- [PROBLEM DETAILS]: Which lines in the data below contain the word "clip"? Pull each of them out.
+++
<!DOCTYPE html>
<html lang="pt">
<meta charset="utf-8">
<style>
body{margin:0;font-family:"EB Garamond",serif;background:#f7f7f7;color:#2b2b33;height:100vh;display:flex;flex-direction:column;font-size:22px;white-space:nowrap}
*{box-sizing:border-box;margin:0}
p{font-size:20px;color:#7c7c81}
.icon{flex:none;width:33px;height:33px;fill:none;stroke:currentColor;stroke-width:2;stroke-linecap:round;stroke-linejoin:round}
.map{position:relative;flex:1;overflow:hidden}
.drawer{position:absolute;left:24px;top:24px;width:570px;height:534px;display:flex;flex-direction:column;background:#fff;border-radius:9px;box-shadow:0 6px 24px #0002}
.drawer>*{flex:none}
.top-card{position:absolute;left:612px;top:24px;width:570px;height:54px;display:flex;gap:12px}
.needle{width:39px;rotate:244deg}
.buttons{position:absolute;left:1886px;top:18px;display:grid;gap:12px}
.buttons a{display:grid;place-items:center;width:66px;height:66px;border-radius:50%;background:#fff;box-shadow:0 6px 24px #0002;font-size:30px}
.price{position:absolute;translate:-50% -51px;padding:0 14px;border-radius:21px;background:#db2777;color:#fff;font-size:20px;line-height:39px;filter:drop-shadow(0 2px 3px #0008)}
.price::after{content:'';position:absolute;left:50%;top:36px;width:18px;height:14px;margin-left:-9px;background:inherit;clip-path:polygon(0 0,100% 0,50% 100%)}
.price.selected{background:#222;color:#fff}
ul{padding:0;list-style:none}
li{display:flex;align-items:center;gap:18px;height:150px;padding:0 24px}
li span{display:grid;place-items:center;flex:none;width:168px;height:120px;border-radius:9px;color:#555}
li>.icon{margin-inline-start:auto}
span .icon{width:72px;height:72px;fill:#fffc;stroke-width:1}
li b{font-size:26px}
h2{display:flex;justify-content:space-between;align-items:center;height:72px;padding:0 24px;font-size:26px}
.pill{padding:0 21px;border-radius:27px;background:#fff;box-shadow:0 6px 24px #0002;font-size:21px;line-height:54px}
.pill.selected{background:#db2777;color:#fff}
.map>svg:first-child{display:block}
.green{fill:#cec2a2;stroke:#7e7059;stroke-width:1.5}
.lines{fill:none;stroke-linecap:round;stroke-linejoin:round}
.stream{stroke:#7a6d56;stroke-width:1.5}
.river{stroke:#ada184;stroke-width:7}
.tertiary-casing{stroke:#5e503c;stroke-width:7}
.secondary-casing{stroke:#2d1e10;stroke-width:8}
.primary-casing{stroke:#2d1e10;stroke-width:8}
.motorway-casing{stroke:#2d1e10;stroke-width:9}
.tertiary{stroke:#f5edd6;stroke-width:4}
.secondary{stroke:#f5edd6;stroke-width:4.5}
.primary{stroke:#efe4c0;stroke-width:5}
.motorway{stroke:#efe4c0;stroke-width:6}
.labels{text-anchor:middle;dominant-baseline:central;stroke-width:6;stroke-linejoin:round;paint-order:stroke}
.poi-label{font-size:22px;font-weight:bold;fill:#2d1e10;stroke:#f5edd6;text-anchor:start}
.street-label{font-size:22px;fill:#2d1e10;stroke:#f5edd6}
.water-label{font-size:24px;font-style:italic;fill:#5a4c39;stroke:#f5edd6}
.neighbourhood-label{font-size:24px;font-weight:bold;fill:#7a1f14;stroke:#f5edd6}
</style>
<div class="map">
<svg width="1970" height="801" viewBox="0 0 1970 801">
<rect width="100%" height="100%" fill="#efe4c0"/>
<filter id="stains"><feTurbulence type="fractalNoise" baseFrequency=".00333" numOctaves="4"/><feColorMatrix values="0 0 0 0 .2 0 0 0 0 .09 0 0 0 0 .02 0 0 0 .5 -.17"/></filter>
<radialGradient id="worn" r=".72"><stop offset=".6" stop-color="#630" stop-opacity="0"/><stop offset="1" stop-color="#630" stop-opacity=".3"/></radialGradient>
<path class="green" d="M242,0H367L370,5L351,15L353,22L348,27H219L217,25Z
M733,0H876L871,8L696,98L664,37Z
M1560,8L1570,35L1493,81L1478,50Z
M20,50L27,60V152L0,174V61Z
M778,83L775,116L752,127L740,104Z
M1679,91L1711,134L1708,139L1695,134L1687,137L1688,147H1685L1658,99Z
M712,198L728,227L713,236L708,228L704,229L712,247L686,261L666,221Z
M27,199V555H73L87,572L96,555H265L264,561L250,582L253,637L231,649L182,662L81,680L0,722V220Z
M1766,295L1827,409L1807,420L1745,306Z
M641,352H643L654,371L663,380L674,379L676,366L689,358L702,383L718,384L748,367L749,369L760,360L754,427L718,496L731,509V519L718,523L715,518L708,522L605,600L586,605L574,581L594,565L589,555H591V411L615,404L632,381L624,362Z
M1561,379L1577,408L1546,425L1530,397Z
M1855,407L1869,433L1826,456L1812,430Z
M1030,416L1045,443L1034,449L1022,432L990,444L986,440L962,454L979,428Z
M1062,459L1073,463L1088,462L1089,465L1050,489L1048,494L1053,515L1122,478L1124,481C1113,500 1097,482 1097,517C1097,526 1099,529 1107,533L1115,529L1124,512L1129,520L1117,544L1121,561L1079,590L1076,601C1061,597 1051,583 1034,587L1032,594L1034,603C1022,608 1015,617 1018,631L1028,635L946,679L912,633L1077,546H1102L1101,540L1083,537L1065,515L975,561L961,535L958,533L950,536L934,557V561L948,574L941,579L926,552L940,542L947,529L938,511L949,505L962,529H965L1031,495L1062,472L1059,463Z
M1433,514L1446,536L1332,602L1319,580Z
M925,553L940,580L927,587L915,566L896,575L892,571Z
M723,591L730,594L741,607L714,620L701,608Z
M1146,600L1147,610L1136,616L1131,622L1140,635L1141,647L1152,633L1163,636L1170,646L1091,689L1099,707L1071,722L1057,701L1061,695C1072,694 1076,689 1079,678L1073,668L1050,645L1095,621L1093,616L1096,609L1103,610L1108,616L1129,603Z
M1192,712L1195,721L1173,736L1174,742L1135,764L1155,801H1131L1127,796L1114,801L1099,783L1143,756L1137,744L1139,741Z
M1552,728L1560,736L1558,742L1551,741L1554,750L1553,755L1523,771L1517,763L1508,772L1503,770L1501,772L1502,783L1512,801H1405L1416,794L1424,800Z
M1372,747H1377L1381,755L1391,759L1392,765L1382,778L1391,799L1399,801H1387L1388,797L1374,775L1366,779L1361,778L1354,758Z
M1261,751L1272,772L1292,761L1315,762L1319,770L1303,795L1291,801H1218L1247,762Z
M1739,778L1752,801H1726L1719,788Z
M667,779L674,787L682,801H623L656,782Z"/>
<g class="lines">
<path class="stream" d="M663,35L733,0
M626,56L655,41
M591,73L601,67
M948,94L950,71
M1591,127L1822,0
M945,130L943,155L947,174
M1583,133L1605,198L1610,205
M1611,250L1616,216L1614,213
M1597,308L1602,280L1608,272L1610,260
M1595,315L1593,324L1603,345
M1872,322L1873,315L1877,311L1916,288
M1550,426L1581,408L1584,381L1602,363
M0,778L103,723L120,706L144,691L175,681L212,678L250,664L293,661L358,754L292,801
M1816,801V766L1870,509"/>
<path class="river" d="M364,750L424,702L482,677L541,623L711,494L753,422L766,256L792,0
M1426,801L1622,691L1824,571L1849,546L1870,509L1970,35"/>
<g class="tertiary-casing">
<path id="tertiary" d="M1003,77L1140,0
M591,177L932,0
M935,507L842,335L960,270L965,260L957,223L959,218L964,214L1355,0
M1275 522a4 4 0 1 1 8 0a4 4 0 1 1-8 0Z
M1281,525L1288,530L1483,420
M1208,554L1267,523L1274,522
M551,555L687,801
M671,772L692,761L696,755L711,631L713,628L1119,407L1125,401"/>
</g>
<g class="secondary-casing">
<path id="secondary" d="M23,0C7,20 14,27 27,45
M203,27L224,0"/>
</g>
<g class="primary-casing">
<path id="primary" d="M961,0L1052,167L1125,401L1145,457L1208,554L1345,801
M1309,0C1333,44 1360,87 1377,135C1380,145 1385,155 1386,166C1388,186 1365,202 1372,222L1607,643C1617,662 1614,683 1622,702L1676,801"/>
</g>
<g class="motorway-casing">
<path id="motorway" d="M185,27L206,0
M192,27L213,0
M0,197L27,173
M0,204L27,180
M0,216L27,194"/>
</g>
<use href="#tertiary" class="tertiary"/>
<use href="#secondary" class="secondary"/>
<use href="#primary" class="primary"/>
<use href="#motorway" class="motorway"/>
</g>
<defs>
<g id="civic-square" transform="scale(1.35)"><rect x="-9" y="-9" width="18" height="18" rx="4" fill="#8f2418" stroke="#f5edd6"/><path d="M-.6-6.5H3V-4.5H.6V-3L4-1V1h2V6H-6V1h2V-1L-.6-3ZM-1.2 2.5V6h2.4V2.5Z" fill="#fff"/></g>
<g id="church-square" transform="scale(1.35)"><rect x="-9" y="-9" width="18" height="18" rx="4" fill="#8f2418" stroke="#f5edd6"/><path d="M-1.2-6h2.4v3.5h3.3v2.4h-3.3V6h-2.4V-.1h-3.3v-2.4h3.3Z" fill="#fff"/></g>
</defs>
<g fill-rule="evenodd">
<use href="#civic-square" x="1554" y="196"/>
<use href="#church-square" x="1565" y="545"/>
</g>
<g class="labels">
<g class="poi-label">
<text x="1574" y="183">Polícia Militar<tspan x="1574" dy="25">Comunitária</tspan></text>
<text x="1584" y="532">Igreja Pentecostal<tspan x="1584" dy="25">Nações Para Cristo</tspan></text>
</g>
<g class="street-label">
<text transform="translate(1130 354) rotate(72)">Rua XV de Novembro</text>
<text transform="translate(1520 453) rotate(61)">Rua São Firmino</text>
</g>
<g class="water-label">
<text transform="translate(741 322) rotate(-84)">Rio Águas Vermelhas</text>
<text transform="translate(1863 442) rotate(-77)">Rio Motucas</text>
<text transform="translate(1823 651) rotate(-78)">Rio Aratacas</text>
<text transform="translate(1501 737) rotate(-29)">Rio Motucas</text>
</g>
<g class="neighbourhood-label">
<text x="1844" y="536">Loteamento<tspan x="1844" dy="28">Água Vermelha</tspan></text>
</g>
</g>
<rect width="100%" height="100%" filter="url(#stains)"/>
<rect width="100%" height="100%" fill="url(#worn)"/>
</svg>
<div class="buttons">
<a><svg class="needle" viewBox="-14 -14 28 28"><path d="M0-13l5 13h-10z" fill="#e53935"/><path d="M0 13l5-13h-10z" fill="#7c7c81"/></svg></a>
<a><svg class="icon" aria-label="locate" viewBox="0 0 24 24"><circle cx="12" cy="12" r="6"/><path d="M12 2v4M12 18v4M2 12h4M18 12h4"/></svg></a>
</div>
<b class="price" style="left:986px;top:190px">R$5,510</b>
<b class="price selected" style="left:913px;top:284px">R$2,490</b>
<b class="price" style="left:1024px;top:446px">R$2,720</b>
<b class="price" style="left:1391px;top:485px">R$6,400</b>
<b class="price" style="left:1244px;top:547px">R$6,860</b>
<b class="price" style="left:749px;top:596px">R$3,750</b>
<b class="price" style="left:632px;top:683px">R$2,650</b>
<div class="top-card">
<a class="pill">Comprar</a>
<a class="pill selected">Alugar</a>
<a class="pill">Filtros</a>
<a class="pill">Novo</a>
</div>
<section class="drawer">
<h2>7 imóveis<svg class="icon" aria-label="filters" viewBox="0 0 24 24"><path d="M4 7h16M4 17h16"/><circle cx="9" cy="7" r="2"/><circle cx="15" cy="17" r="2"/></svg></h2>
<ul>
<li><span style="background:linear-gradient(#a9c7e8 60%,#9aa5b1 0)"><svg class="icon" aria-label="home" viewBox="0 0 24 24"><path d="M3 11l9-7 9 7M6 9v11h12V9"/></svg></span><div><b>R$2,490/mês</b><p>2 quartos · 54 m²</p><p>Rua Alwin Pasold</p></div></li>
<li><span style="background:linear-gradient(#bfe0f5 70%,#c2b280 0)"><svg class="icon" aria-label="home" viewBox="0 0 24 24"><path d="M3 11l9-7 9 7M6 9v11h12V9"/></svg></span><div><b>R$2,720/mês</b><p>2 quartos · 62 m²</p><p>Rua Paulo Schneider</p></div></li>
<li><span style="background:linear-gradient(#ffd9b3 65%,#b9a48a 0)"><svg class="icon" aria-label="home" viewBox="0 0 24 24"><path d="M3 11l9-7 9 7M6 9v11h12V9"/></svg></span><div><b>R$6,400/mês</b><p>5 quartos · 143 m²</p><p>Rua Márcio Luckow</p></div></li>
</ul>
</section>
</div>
+++
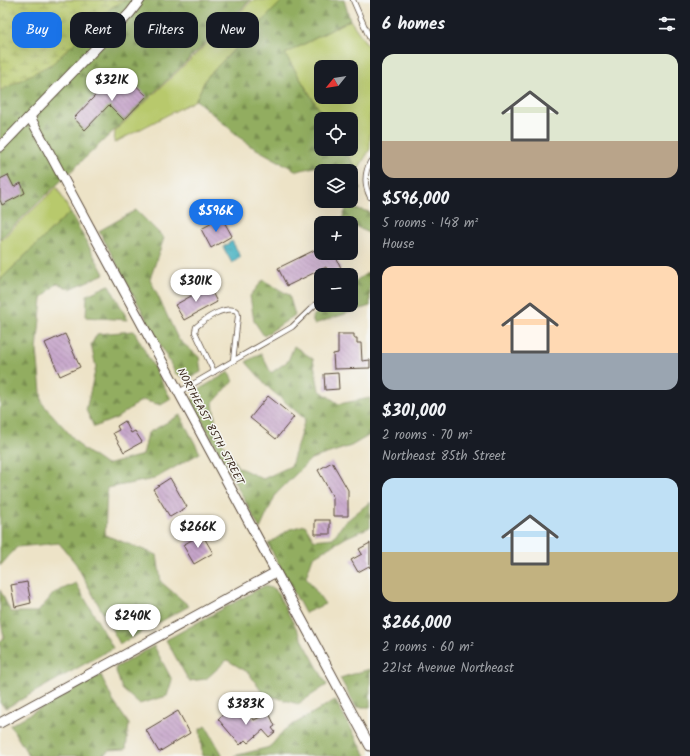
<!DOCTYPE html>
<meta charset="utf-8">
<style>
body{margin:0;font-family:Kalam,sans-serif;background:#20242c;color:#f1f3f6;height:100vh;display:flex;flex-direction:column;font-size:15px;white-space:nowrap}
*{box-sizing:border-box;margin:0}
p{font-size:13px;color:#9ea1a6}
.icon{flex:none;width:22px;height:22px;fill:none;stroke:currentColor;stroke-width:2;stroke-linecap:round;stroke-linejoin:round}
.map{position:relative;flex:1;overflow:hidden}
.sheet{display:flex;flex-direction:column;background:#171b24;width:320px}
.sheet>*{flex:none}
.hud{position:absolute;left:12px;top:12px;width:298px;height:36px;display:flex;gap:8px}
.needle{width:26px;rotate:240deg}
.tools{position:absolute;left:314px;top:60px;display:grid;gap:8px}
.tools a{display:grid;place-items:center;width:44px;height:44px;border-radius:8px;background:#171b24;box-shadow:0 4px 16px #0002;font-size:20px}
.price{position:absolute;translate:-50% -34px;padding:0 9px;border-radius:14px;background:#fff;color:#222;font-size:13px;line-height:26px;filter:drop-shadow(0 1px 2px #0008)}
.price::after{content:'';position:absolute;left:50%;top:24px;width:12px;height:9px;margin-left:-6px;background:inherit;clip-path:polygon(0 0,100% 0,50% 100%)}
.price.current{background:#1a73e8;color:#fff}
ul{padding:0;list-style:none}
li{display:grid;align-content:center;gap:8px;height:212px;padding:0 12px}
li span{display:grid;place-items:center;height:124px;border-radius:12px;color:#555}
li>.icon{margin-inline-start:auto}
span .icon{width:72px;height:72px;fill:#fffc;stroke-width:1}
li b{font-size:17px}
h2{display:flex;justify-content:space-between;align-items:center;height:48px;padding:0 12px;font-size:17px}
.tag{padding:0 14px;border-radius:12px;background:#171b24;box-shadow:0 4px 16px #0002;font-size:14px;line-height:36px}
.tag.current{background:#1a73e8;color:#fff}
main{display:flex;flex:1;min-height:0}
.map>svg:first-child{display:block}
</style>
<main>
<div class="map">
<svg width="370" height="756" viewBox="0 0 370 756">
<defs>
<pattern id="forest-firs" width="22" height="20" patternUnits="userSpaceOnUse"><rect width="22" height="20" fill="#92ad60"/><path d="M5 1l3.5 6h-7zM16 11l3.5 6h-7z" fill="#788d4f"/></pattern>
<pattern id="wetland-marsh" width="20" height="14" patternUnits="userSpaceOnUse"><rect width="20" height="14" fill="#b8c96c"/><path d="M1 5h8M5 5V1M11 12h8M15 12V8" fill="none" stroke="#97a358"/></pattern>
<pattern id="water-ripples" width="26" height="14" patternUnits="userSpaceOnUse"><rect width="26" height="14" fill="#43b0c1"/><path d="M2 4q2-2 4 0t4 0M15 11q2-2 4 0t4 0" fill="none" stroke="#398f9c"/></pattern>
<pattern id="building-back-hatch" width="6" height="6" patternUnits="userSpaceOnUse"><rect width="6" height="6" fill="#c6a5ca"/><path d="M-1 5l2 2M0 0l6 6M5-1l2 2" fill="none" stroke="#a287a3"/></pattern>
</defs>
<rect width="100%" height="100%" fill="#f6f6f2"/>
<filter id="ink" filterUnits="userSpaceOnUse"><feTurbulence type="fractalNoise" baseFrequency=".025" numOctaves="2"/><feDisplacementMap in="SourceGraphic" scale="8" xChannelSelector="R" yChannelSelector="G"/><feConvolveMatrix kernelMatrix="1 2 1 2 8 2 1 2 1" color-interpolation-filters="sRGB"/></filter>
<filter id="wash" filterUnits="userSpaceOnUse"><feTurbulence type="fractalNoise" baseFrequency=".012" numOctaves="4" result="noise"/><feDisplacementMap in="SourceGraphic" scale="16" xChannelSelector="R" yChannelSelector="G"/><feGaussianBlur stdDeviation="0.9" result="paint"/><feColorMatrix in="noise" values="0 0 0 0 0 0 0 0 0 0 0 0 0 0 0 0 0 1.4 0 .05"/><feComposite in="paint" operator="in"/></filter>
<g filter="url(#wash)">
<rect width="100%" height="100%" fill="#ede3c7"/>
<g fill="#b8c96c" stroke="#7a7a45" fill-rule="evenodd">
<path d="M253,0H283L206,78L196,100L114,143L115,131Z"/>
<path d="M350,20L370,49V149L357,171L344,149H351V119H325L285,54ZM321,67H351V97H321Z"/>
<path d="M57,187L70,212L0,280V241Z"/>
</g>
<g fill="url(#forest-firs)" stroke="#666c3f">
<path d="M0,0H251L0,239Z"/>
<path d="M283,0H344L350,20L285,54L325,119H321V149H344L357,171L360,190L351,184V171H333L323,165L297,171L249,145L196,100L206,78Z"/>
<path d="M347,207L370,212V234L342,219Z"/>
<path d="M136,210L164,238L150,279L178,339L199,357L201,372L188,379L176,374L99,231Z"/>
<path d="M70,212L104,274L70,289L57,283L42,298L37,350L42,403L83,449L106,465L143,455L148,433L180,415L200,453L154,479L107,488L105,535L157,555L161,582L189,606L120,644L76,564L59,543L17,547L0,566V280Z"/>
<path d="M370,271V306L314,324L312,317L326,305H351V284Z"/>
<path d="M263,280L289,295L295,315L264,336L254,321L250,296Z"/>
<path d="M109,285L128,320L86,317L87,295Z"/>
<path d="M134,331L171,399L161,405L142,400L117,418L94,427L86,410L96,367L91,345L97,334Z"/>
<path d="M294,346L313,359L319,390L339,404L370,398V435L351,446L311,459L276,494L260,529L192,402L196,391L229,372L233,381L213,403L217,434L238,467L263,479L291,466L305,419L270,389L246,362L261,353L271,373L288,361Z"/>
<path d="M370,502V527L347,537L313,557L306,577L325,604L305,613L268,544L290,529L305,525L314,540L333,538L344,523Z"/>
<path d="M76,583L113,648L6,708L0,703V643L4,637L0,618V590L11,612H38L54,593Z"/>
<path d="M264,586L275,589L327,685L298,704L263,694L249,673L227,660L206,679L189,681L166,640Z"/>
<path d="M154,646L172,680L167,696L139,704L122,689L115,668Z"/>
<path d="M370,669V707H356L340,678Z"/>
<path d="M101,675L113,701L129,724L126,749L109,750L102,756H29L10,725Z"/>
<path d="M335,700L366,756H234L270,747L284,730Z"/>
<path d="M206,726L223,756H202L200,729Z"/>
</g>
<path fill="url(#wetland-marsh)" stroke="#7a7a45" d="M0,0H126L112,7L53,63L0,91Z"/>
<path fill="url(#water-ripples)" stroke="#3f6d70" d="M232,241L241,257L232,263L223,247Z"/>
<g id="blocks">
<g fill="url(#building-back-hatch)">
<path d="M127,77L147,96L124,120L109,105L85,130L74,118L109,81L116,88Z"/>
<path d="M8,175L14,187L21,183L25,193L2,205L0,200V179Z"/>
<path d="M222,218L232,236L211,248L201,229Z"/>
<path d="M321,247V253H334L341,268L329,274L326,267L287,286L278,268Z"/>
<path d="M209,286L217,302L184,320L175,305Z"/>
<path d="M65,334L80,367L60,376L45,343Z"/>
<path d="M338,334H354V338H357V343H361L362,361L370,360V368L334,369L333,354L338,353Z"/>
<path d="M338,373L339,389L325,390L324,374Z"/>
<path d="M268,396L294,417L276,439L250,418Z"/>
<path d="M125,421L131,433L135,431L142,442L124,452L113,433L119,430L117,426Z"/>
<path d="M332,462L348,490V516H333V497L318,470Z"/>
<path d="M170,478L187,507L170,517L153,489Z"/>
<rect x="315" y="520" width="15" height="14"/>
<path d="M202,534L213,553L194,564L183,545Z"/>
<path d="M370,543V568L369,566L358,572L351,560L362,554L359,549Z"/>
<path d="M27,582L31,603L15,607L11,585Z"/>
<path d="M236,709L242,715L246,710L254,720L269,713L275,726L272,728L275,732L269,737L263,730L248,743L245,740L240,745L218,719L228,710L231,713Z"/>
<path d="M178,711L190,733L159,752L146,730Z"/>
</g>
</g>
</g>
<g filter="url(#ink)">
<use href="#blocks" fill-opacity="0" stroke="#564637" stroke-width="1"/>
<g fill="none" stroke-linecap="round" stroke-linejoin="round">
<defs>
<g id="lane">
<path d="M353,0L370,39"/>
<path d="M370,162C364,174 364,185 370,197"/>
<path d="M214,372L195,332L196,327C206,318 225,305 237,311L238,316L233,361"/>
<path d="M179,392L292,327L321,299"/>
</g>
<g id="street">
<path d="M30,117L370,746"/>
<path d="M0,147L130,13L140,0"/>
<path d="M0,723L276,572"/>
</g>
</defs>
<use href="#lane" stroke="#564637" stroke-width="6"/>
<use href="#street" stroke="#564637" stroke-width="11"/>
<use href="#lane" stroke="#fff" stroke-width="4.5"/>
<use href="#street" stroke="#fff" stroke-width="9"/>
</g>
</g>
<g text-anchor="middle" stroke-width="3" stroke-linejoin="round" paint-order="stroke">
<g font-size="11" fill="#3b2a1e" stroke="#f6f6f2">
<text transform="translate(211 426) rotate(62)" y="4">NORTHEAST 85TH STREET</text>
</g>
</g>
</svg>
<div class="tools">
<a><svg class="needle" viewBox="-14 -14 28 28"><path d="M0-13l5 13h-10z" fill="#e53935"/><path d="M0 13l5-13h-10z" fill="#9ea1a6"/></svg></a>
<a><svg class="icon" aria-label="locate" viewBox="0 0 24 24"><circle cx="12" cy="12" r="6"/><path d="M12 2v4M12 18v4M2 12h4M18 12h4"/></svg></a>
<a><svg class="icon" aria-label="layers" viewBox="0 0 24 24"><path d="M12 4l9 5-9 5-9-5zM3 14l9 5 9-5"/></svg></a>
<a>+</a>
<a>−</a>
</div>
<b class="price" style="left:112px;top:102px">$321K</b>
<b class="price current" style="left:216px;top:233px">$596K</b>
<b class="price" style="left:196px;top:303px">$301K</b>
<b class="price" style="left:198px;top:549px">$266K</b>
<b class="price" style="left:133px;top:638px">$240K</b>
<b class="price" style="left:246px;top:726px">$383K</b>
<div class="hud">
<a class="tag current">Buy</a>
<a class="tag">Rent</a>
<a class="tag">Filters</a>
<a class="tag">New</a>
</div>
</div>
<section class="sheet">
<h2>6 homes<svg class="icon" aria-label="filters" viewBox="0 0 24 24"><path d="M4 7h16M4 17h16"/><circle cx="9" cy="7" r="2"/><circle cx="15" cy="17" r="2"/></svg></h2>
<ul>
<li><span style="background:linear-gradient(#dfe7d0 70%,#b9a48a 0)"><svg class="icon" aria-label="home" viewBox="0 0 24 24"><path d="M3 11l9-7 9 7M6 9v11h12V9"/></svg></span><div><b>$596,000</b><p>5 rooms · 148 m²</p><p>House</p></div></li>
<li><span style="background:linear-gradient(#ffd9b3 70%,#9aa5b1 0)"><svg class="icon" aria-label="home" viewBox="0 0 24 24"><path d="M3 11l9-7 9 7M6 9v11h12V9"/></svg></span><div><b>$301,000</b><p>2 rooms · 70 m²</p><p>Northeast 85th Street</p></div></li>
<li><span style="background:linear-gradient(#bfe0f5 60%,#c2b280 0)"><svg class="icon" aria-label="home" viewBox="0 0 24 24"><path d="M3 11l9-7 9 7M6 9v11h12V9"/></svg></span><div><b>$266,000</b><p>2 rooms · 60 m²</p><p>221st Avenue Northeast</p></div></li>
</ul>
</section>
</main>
+++
- [SOLUTION TO THIS TASK]:
.price::after{content:'';position:absolute;left:50%;top:36px;width:18px;height:14px;margin-left:-9px;background:inherit;clip-path:polygon(0 0,100% 0,50% 100%)}
.price::after{content:'';position:absolute;left:50%;top:24px;width:12px;height:9px;margin-left:-6px;background:inherit;clip-path:polygon(0 0,100% 0,50% 100%)}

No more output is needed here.